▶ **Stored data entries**
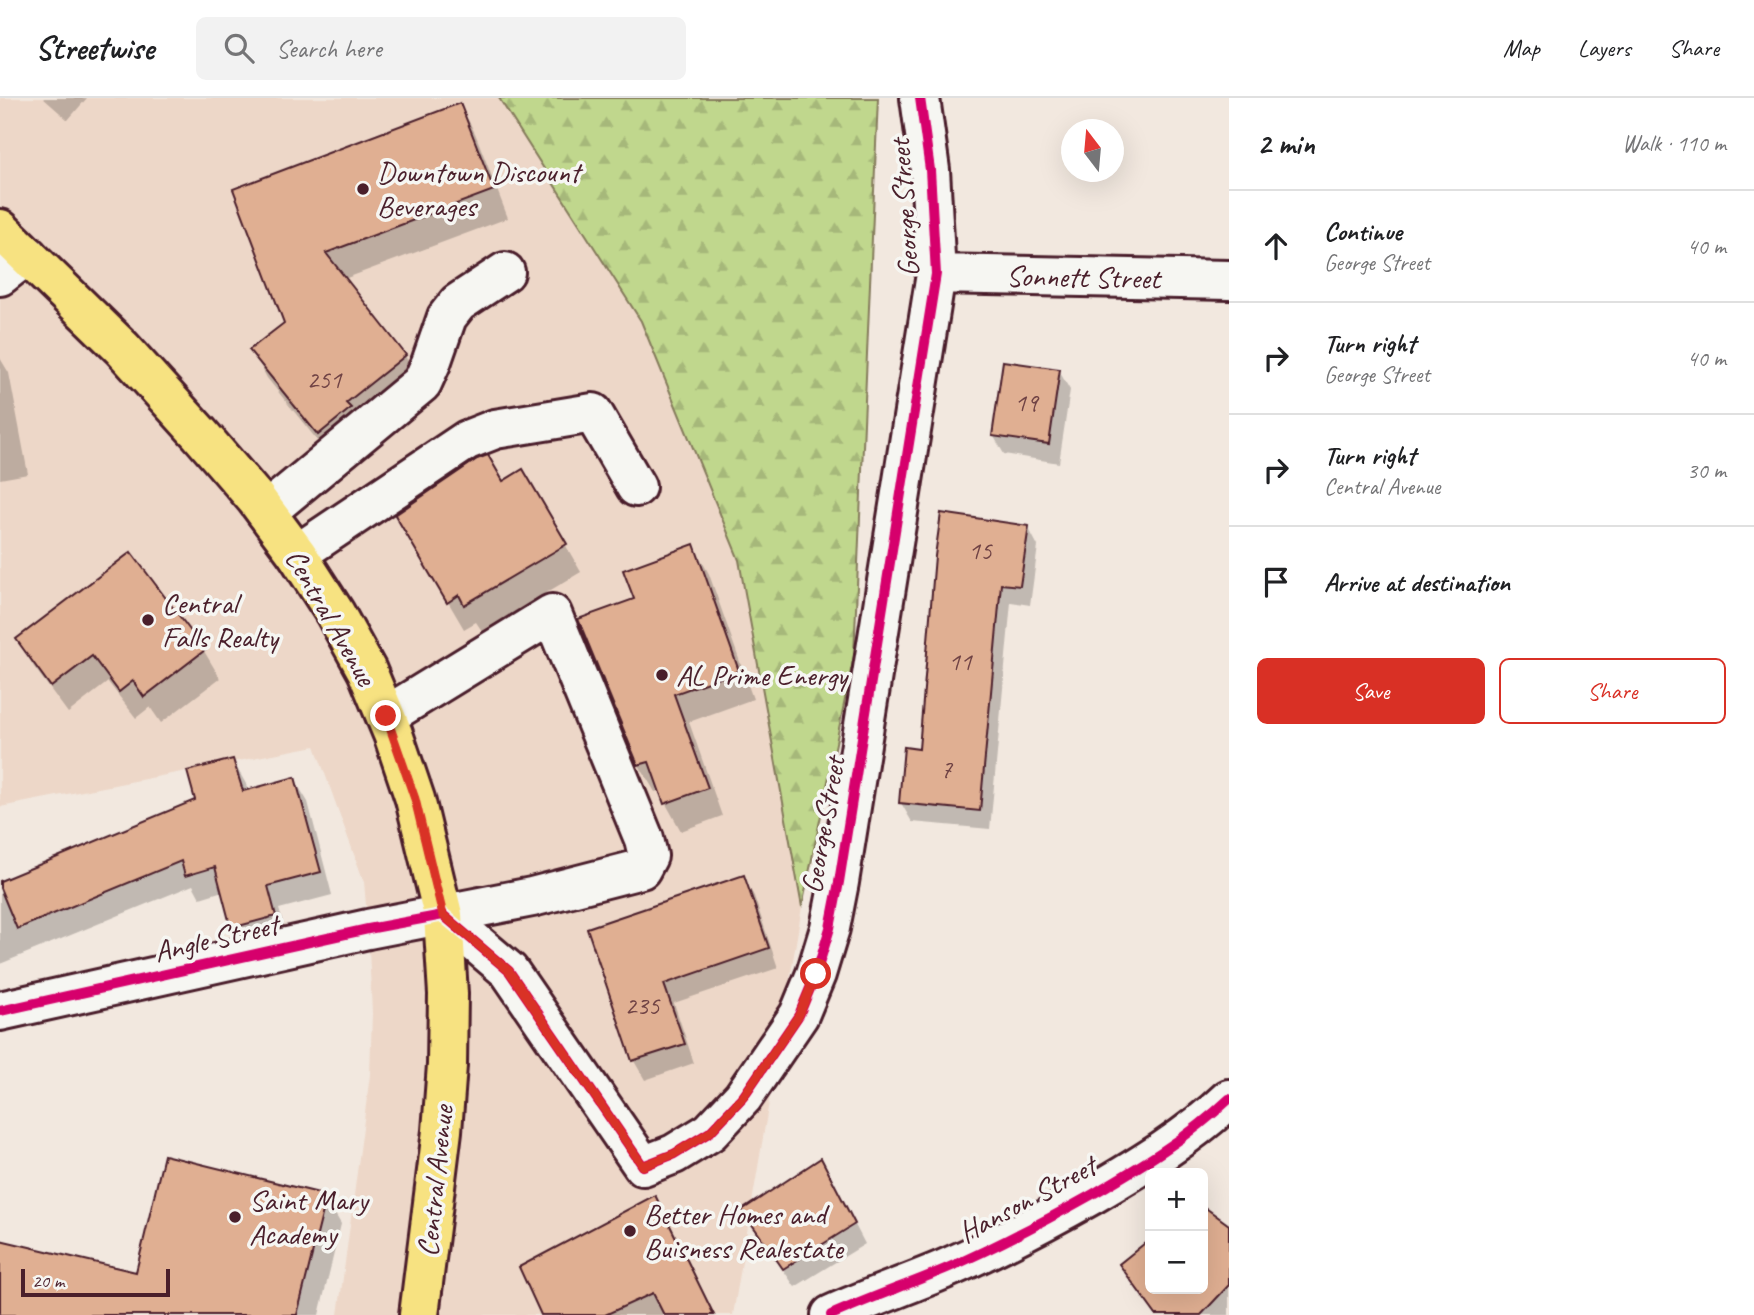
<!DOCTYPE html>
<html lang="en">
<head>
<meta charset="utf-8">
<style>
  body { margin:0; font-family:Caveat,sans-serif; background:#f2f2f2; color:#202124 }
  .controls { position:absolute; right:21px; bottom:21px; display:grid; overflow:hidden; border-radius:10px; box-shadow:0 7px 28px #0002 }
  .controls button { width:63px; height:63px; display:grid; place-items:center; padding:0; border:0; border-bottom:2px solid #e0e0e0; background:#fff; color:#202124; font:35px sans-serif }
  .compass { position:absolute; left:1061px; top:21px; width:63px; height:63px; border-radius:50%; background:#fff; box-shadow:0 7px 28px #0002; rotate:344deg }
  .scale { position:absolute; left:21px; bottom:18px; width:149px; box-sizing:border-box; padding-left:7px; border:4px solid #4a1f2b; border-top:0; font-size:19px; line-height:24px; white-space:nowrap; color:#4a1f2b; -webkit-text-stroke:5px #f6f6f2; paint-order:stroke }
  .stop { position:absolute; width:21px; height:21px; margin:-16px; border:5px solid #d93025; border-radius:50%; background:#fff }
  .stop.end { background:#d93025; border-color:#fff; box-shadow:0 2px 7px #0008 }
  .list { margin:0; padding:0; list-style:none }
  h2 { display:flex; justify-content:space-between; align-items:center; height:91px; margin:0; padding:0 28px; font-size:30px }
  h2 small { font-size:23px; font-weight:400; color:#757577 }
  .list li { display:grid; grid-template-columns:46px 1fr auto; gap:21px; align-items:center; box-sizing:border-box; height:112px; padding:0 28px; border-top:2px solid #e0e0e0 }
  .list b { display:block; font-size:26px; white-space:nowrap }
  .list p { margin:0; font-size:23px; white-space:nowrap; color:#757577 }
  .list em { font-size:23px; font-style:normal; color:#757577 }
  .actions { display:flex; gap:14px; padding:21px 28px }
  .actions a { flex:1; padding:16px 0; border:2px solid #d93025; border-radius:10px; text-align:center; font-size:24px; color:#d93025 }
  .actions .main { background:#d93025; color:#fff }
  .icon { flex:none; width:38px; height:38px; fill:none; stroke:currentColor; stroke-width:2; stroke-linecap:round; stroke-linejoin:round }
  .map { position:relative; flex:none; width:1229px; height:1217px; overflow:hidden }
  header { display:flex; align-items:center; gap:42px; box-sizing:border-box; height:98px; padding:0 35px; background:#fff; border-bottom:2px solid #e0e0e0 }
  header strong { font-size:33px }
  nav { display:flex; gap:38px; margin-inline-start:auto; font-size:24px }
  .search { width:490px; height:63px; background:#f2f2f2; display:flex; align-items:center; gap:18px; box-sizing:border-box; padding:0 24px; border-radius:10px; color:#757577; font-size:26px }
  main { display:flex }
  aside { flex:1; background:#fff }
  .map>svg:first-child { display:block }
  .built { fill:#edd7c8 }
  .forest { fill:url(#forest-firs); stroke:#857b5c; stroke-width:2 }
  .shadow { fill:#0003 }
  .building { fill:#e0af92; stroke:#4a1f2b; stroke-width:2 }
  .lines { fill:none; stroke-linecap:round; stroke-linejoin:round }
  .minor-casing { stroke:#4a1f2b; stroke-width:44 }
  .major-casing { stroke:#4a1f2b; stroke-width:44 }
  .minor { stroke:#f6f6f2; stroke-width:38 }
  .major { stroke:#f7e281; stroke-width:38 }
  .cycleway-casing { stroke:#f6f6f2; stroke-width:15 }
  .cycleway { stroke:#d6006c; stroke-width:10 }
  .route { stroke:#d93025; stroke-width:9 }
  .poi-dot { fill:#4a1f2b; stroke:#f6f6f2; stroke-width:2.5 }
  .labels { text-anchor:middle; dominant-baseline:central; stroke-width:7; stroke-linejoin:round; paint-order:stroke }
  .number-label { font-size:26px; fill:#704345 }
  .poi-label { font-size:30px; fill:#4a1f2b; stroke:#f6f6f2; text-anchor:start }
  .street-label { font-size:30px; fill:#4a1f2b; stroke:#f6f6f2 }
</style>
</head>
<body>
<header>
<strong>Streetwise</strong>
<div class="search"><svg class="icon" aria-label="search" viewBox="0 0 24 24"><circle cx="10" cy="10" r="6"/><path d="M15 15l6 6"/></svg>Search here</div>
<nav><a>Map</a><a>Layers</a><a>Share</a></nav>
</header>
<main>
<div class="map">
<svg width="1229" height="1217" viewBox="0 0 1229 1217">
  <defs>
    <pattern id="forest-firs" width="22" height="20" patternUnits="userSpaceOnUse" patternTransform="scale(1.75)"><rect width="22" height="20" fill="#c0d78d"/><path d="M5 1l3.5 6h-7zM16 11l3.5 6h-7z" fill="#a6b87a"/></pattern>
  </defs>
  <rect width="100%" height="100%" fill="#f2e8df"/>
  <filter id="ink" filterUnits="userSpaceOnUse"><feTurbulence type="fractalNoise" baseFrequency=".0143" numOctaves="2"/><feDisplacementMap in="SourceGraphic" scale="14" xChannelSelector="R" yChannelSelector="G"/><feConvolveMatrix kernelMatrix="1 2 1 2 8 2 1 2 1" color-interpolation-filters="sRGB"/></filter>
  <g filter="url(#ink)">
    <path class="built" d="M0,0H499L641,223L740,462L802,809L733,1217H338L370,977L372,915L368,831L364,784L315,648L0,709Z"/>
    <path class="forest" d="M499,0H878L854,558L802,809L739,462L641,223Z"/>
    <path class="shadow" d="M43,0H87L68,22Z
      M460,7L475,35L508,120L344,181L405,258L421,285L334,363L267,280L252,252L286,225L236,92Z
      M0,260L9,275L28,376L0,381Z
      M1059,273L1070,292L1059,365L1004,356L993,337Z
      M523,373L581,474L482,533L476,524L464,531L397,417L502,385Z
      M1028,429L1038,448L1030,507L1011,504L990,731L912,724L901,705L921,653Z
      M694,448L709,476L753,601L689,624L722,718L681,733L666,706L661,692L655,694L639,667L580,522L636,502Z
      M131,457L204,553L220,580L161,625L150,609L136,620L108,584L68,615L34,569L18,542Z
      M233,663L246,686L248,694L294,681L308,704L332,797L279,811L288,841L246,852L233,829L223,793L200,800L193,787L0,866V785L197,703Z
      M743,779L754,798L778,870L674,905L694,965L645,982L634,963L589,831Z
      M831,1081L865,1146L795,1189L755,1131L744,1113Z
      M325,1099L341,1126L319,1217H0V1143L137,1177Z
      M655,1099L674,1133L715,1217H543Z
      M1203,1111L1229,1129V1217H1155L1132,1185L1121,1167L1150,1143V1191H1203Z"/>
    <path class="building" d="M460,5L494,92L326,155L406,257L346,305L351,310L318,337L249,252L284,225L233,91Z
      M1003,263L1060,271L1049,346L992,338Z
      M488,357L503,383L523,371L567,446L464,507L459,497L447,505L395,417L477,361Z
      M941,415L1029,428L1020,488L1001,486L980,713L899,705L904,649L919,651L935,458Z
      M694,446L739,573L674,596L708,690L664,706L649,664L638,667L578,521L634,501L623,472Z
      M131,454L205,552L144,599L133,583L119,594L92,558L51,589L16,541Z
      M233,661L243,693L295,679L321,774L268,788L276,818L231,830L215,769L185,778L181,763L17,831L0,790V783L195,702L187,673Z
      M744,777L769,850L664,886L685,946L632,963L587,830Z
      M164,1057L327,1097L297,1217H0V1142L136,1174Z
      M821,1060L855,1126L783,1171L742,1112Z
      M655,1097L714,1217H664L653,1195L605,1217H541L519,1169Z
      M1203,1108L1229,1127V1187L1201,1217H1156L1119,1166L1150,1141V1191H1203Z"/>
    <g class="lines">
      <defs>
        <path id="minor" d="M936,176L1229,182
          M0,178L27,157
          M266,414L422,285L431,265L447,219L458,205L505,174
          M297,456L467,342L495,331L593,315L636,389
          M443,817L509,873L643,1068L674,1056L710,1034L743,999L799,917L816,876L830,830L839,784L936,176L930,72L920,0
          M0,913L368,831L532,799L641,771L648,758L644,741L552,516L386,618
          M831,1217C869,1200 907,1187 945,1171C996,1149 1045,1123 1093,1096C1141,1068 1189,1039 1229,1001"/>
        <path id="major" d="M0,131L122,250L200,336L256,401L297,456L335,515L367,573L393,636L415,701L443,817L448,896L447,967L442,1033L419,1217"/>
      </defs>
      <use href="#minor" class="minor-casing"/>
      <use href="#major" class="major-casing"/>
      <use href="#minor" class="minor"/>
      <use href="#major" class="major"/>
      <defs>
        <path id="cycleway" d="M0,913L368,831L443,817L509,873L643,1068L674,1056L710,1034L743,999L799,917L816,876L830,830L839,784L936,176L930,72L920,0
          M831,1217C869,1200 907,1187 945,1171C996,1149 1045,1123 1093,1096C1141,1068 1189,1039 1229,1001"/>
      </defs>
      <use href="#cycleway" class="cycleway-casing"/>
      <use href="#cycleway" class="cycleway"/>
    </g>
  </g>
  <g class="lines" filter="url(#ink)">
    <path class="route" d="M386,618L415,701L443,817L509,873L643,1068L674,1056L710,1034L743,999L799,917L816,876"/>
  </g>
  <g class="poi-dot">
    <circle cx="363" cy="91" r="7"/>
    <circle cx="148" cy="522" r="7"/>
    <circle cx="662" cy="577" r="7"/>
    <circle cx="235" cy="1119" r="7"/>
    <circle cx="630" cy="1133" r="7"/>
  </g>
  <g class="labels">
    <g class="number-label">
      <text x="324" y="281">251</text>
      <text x="1026" y="304">19</text>
      <text x="980" y="452">15</text>
      <text x="960" y="563">11</text>
      <text x="946" y="671">7</text>
      <text x="642" y="907">235</text>
    </g>
    <g class="poi-label">
      <text x="377" y="74">Downtown Discount<tspan x="377" dy="34">Beverages</tspan></text>
      <text x="162" y="505">Central<tspan x="162" dy="34">Falls Realty</tspan></text>
      <text x="676" y="577">AL Prime Energy</text>
      <text x="249" y="1102">Saint Mary<tspan x="249" dy="34">Academy</tspan></text>
      <text x="644" y="1116">Better Homes and<tspan x="644" dy="34">Buisness Realestate</tspan></text>
    </g>
    <g class="street-label">
      <text transform="translate(904 110) rotate(-94)">George Street</text>
      <text transform="translate(1083 179) rotate(1)">Sonnett Street</text>
      <text transform="translate(331 519) rotate(60)">Central Avenue</text>
      <text transform="translate(823 727) rotate(-80)">George Street</text>
      <text transform="translate(216 840) rotate(-13)">Angle Street</text>
      <text transform="translate(435 1083) rotate(-84)">Central Avenue</text>
      <text transform="translate(1027 1101) rotate(-28)">Hanson Street</text>
    </g>
  </g>
</svg>
<div class="controls">
<button>+</button>
<button>−</button>
</div>
<svg class="compass" viewBox="-18 -18 36 36"><path d="M0-13l5 13h-10z" fill="#e53935"/><path d="M0 13l5-13h-10z" fill="#757577"/></svg>
<div class="scale">20 m</div>
<div class="stop" style="left:816px;top:876px"></div>
<div class="stop end" style="left:386px;top:618px"></div>
</div>
<aside>
<h2>2 min<small>Walk · 110 m</small></h2>
<ul class="list">
<li><svg class="icon" aria-label="ahead" viewBox="0 0 24 24"><path d="M12 20V5M6 11l6-6 6 6"/></svg><div><b>Continue</b><p>George Street</p></div><em>40 m</em></li>
<li><svg class="icon" aria-label="right" viewBox="0 0 24 24"><path d="M7 20v-9h11M14 6l5 5-5 5"/></svg><div><b>Turn right</b><p>George Street</p></div><em>40 m</em></li>
<li><svg class="icon" aria-label="right" viewBox="0 0 24 24"><path d="M7 20v-9h11M14 6l5 5-5 5"/></svg><div><b>Turn right</b><p>Central Avenue</p></div><em>30 m</em></li>
<li><svg class="icon" aria-label="arrive" viewBox="0 0 24 24"><path d="M6 21V4h12l-3 4 3 4H6"/></svg><div><b>Arrive at destination</b></div></li>
</ul>
<div class="actions"><a class="main">Save</a><a>Share</a></div>
</aside>
</main>
</body>
</html>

▶ **TASK DETAILS**
Would you show every line in the data above that contains the string "start"?

▶ **TASK RESULT**
  nav { display:flex; gap:38px; margin-inline-start:auto; font-size:24px }
  .poi-label { font-size:30px; fill:#4a1f2b; stroke:#f6f6f2; text-anchor:start }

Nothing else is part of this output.